Ermineskin is just the latest Edmonton neighbourhood to complain about sewage smells, as old drainage lines become taxed beyond their capacity.
The stench got so bad in West Jasper Place during sewer line construction last year that some residents suffered extreme headaches and nausea. The city was flooded with complaints and Alberta Health Services was called in to investigate.
Chris Ward, manager of utility services for the city of Edmonton, says sewer concerns are a growing problem, but a solution to the smells can be hard to find.
He says the stench in Ermineskin is still under investigation.
"The difficulty with odour is that every single location is a completely different problem and a completely different mitigating factor is needed to address the problem," Ward said.
"We are developing odour control strategies to say, what can we do about all of these locations and what is the problem that needs to be addressed."
Pungent problem
Although the city preparing to build storm relief systems in the area to address flooding concerns, Ward says ridding the area of hydrogen sulphide gases that are causing the stench will be more complicated.
The city is proposing a series of upgrades in the area, including a redesign of the "drop shaft" which runs under the intersection at 111th Street and 29A Avenue, and retrofitting the Duggan pump station.Increased treating of the sewage will be done in some strategic locations, including pump stations at Blue Quill, Twin Brooks and Blackburne, and adding new vent stacks to ease pressure along the lines.

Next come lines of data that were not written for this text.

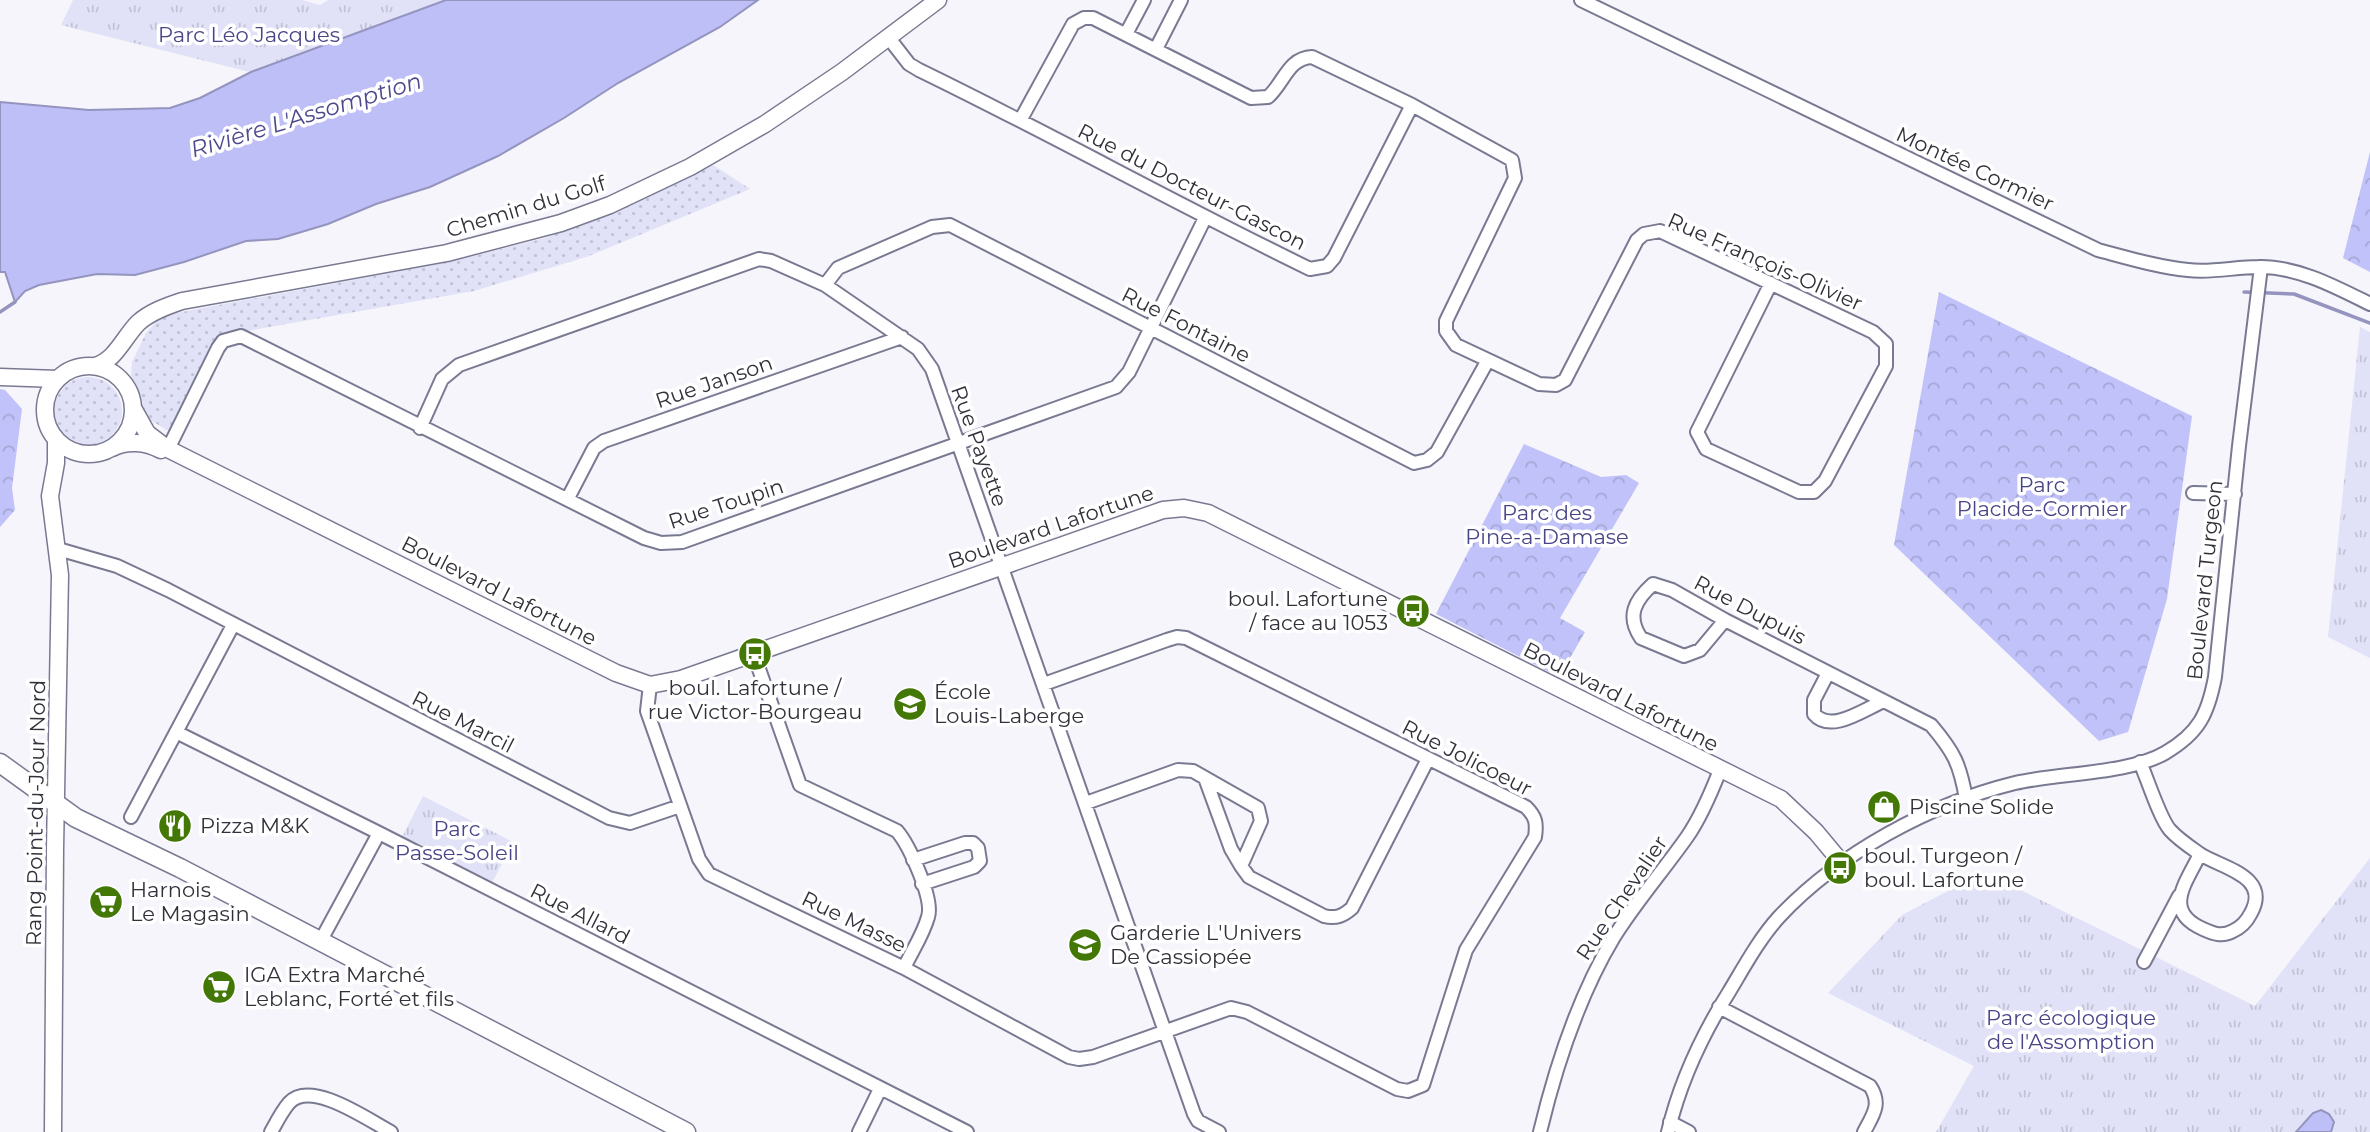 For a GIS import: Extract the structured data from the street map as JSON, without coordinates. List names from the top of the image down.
{
  "streets": {
    "street": [
      "Montée Cormier",
      "Rue du Docteur-Gascon",
      "Chemin du Golf",
      "Rue François-Olivier",
      "Rue Fontaine",
      "Rue Janson",
      "Rue Payette",
      "Rue Toupin",
      "Boulevard Lafortune",
      "Boulevard Turgeon",
      "Rue Dupuis",
      "Rue Marcil",
      "Rue Jolicoeur",
      "Rang Point-du-Jour Nord",
      "Rue Chevalier",
      "Rue Allard",
      "Rue Masse"
    ]
  },
  "crossings": [
    ["Montée Cormier", "Boulevard Turgeon"],
    ["Rue du Docteur-Gascon", "Chemin du Golf"],
    ["Rue du Docteur-Gascon", "Rue François-Olivier"],
    ["Rue du Docteur-Gascon", "Rue Toupin"],
    ["Chemin du Golf", "Boulevard Lafortune"],
    ["Chemin du Golf", "Rang Point-du-Jour Nord"],
    ["Rue François-Olivier", "Rue Fontaine"],
    ["Rue Fontaine", "Rue Payette"],
    ["Rue Fontaine", "Rue Toupin"],
    ["Rue Janson", "Rue Payette"],
    ["Rue Janson", "Rue Toupin"],
    ["Rue Payette", "Rue Toupin"],
    ["Rue Payette", "Boulevard Lafortune"],
    ["Rue Payette", "Rue Jolicoeur"],
    ["Rue Payette", "Rue Masse"],
    ["Rue Toupin", "Boulevard Lafortune"],
    ["Boulevard Lafortune", "Boulevard Turgeon"],
    ["Boulevard Lafortune", "Rang Point-du-Jour Nord"],
    ["Boulevard Lafortune", "Rue Chevalier"],
    ["Boulevard Lafortune", "Rue Masse"],
    ["Boulevard Turgeon", "Rue Dupuis"],
    ["Rue Marcil", "Rang Point-du-Jour Nord"],
    ["Rue Marcil", "Rue Masse"],
    ["Rue Jolicoeur", "Rue Masse"]
  ],
  "water": ["Rivière L'Assomption"],
  "parks": [
    "Parc Léo Jacques",
    "Parc Placide-Cormier",
    "Parc des Pine-a-Damase",
    "Parc Passe-Soleil",
    "Parc écologique de l'Assomption"
  ],
  "places": {
    "bus stop": ["boul. Lafortune / face au 1053", "boul. Lafortune / rue Victor-Bourgeau", "boul. Turgeon / boul. Lafortune"],
    "school or university": ["École Louis-Laberge", "Garderie L'Univers De Cassiopée"],
    "shop": ["Piscine Solide"],
    "restaurant": ["Pizza M&K"],
    "supermarket": ["Harnois Le Magasin", "IGA Extra Marché Leblanc, Forté et fils"]
  }
}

However, the city's planning department says the bulk of the infrastructure upgrades won't begin until 2019.
In the meantime, lines which stretch from Ermineskin to Bonnie Doon will be inspected and scrubbed of built-up sediment and organic materials, and air-quality testing will continue.
And so residents will have to hold their noses a little longer.

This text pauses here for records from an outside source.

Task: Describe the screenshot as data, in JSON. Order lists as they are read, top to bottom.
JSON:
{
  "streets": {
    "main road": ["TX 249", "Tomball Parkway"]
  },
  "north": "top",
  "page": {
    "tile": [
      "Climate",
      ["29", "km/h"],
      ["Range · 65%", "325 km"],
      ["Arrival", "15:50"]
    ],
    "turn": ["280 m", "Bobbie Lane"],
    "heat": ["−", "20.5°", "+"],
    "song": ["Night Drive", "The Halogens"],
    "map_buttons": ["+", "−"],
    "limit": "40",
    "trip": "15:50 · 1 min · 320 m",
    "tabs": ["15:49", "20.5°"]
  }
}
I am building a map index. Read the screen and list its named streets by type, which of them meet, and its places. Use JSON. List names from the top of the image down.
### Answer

'Things aren't always as they seem'
Although wary of what happened in West Jasper Place, Nelson says his neighbours are hopeful the upcoming construction won't make matters worse.
"We are aware of what's happened out in west Edmonton," Nelson said.
"And we're aware that once you get down into an underground project that things aren't always as they seem or perhaps they're even worse than than they seem.
"We're certainly hoping that they can address it."